>>>
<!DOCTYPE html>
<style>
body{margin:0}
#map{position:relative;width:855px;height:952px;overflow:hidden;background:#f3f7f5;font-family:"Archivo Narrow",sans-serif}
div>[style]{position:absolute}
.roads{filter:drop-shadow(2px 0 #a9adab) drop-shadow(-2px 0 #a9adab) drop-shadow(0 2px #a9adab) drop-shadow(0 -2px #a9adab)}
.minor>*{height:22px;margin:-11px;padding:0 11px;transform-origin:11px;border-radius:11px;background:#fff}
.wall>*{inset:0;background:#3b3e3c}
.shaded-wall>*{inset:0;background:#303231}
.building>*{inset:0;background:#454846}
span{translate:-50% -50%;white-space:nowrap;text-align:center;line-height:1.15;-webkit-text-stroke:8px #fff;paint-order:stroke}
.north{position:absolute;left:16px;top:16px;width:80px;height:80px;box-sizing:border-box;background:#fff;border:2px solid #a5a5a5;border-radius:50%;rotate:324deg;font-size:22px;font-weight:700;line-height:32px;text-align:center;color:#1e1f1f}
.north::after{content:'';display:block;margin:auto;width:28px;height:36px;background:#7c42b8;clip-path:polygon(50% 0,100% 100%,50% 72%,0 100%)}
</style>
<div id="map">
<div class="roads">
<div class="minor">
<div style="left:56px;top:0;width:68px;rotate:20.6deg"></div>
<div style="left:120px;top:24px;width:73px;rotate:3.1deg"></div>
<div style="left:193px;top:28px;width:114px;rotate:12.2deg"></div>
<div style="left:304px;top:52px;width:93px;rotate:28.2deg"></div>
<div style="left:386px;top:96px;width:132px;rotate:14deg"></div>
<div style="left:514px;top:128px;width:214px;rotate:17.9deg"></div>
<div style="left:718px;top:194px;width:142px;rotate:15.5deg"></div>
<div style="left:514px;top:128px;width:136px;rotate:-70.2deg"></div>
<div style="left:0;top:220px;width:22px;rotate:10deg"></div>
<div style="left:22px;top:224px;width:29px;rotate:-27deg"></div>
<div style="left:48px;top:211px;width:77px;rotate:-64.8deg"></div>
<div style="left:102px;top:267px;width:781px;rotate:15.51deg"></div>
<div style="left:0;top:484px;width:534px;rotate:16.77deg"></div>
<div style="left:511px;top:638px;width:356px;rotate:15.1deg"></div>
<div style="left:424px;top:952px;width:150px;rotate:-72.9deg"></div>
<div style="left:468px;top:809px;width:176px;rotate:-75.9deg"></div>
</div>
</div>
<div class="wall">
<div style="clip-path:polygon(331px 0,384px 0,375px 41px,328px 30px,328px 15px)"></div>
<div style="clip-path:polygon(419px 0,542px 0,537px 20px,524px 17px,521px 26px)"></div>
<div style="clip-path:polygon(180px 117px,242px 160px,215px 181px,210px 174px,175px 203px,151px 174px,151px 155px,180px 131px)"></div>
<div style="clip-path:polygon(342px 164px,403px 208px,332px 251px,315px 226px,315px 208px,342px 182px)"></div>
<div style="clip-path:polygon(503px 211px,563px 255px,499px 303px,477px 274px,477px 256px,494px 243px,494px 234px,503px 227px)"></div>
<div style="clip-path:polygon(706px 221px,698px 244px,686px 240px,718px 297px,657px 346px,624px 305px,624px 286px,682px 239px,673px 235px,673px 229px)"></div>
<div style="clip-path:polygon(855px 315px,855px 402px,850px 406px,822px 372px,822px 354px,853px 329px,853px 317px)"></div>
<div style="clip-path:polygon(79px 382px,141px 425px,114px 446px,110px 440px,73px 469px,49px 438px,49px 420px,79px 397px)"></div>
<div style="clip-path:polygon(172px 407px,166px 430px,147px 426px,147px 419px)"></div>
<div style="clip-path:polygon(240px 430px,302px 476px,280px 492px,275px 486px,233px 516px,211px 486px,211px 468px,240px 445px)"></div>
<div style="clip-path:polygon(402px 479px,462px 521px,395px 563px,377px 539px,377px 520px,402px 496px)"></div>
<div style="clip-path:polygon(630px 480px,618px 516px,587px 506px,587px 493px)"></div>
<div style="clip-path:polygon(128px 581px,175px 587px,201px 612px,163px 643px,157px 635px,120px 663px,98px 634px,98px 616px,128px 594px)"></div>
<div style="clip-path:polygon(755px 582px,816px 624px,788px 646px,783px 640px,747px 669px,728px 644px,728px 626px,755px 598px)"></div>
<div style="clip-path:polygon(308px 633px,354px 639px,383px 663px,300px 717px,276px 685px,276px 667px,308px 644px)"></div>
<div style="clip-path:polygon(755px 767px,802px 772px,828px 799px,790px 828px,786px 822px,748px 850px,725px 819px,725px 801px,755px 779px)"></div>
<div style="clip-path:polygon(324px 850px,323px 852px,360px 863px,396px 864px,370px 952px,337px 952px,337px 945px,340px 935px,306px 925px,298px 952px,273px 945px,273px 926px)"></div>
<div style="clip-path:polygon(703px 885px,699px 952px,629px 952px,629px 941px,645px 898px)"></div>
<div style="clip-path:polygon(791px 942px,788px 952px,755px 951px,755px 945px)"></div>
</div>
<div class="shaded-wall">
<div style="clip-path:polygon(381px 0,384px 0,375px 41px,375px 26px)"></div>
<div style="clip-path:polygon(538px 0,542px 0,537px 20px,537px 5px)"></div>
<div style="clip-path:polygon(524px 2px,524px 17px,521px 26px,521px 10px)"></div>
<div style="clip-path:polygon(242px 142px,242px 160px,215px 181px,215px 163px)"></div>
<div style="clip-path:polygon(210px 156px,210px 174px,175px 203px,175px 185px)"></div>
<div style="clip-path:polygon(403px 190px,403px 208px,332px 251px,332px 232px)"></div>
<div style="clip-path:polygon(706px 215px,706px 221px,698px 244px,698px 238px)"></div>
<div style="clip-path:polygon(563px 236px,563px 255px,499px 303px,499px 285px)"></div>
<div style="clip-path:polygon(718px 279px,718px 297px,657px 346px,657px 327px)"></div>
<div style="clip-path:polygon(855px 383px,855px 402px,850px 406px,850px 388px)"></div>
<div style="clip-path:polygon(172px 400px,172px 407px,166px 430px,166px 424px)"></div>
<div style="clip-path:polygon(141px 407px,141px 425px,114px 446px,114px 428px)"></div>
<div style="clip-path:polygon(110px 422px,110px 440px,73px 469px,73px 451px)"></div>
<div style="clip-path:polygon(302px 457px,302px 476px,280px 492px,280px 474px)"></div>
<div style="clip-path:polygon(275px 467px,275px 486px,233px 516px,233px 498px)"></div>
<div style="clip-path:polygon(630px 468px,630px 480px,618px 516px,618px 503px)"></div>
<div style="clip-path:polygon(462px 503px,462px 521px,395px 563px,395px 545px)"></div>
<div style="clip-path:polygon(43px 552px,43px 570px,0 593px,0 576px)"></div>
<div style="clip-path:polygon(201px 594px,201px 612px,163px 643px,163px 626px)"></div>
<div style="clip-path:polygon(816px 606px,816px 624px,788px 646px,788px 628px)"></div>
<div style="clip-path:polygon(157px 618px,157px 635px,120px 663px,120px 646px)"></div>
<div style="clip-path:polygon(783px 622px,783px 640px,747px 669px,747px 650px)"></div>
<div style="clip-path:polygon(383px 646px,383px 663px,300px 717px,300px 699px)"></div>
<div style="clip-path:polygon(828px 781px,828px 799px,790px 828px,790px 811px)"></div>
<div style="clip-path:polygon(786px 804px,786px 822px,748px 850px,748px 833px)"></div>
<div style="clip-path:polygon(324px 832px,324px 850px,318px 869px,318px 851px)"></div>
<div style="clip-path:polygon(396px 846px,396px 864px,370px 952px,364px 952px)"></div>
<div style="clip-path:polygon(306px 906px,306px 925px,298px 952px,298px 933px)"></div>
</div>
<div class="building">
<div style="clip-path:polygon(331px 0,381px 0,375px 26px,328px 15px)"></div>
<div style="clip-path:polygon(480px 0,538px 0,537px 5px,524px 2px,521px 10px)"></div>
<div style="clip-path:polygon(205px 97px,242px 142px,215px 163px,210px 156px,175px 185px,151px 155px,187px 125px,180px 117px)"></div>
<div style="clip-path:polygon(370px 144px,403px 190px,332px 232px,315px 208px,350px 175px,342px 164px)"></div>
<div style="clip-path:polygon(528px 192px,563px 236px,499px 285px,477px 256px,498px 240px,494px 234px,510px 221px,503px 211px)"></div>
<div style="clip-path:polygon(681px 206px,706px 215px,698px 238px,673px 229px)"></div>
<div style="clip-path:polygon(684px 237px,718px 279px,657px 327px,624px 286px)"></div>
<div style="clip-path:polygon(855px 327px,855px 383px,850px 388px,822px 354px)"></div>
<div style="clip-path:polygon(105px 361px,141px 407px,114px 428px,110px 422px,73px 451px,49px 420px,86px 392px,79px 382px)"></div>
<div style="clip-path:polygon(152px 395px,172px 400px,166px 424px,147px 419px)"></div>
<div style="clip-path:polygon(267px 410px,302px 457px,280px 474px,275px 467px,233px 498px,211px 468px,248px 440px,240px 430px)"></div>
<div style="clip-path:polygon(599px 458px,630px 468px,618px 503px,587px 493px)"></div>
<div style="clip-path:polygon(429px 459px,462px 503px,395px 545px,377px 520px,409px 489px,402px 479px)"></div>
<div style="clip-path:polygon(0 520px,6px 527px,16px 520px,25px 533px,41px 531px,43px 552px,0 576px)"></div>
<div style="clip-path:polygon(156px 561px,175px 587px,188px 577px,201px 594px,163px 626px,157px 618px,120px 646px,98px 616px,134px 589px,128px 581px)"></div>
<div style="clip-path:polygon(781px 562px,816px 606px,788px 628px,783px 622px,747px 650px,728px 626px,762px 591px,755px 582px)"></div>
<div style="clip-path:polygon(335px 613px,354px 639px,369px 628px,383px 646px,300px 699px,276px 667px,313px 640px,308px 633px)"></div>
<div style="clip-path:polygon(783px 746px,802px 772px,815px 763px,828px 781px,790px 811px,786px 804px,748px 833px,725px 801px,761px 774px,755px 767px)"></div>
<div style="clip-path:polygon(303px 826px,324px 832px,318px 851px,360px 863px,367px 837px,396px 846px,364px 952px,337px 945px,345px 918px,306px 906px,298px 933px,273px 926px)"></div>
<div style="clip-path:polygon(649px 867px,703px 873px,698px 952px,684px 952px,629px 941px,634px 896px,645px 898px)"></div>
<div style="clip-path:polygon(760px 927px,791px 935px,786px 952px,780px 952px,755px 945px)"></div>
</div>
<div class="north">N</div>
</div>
<<<
*What is required*
From the material above, copy every line where the word "shaded" is found.

*Expected output*
.shaded-wall>*{inset:0;background:#303231}
<div class="shaded-wall">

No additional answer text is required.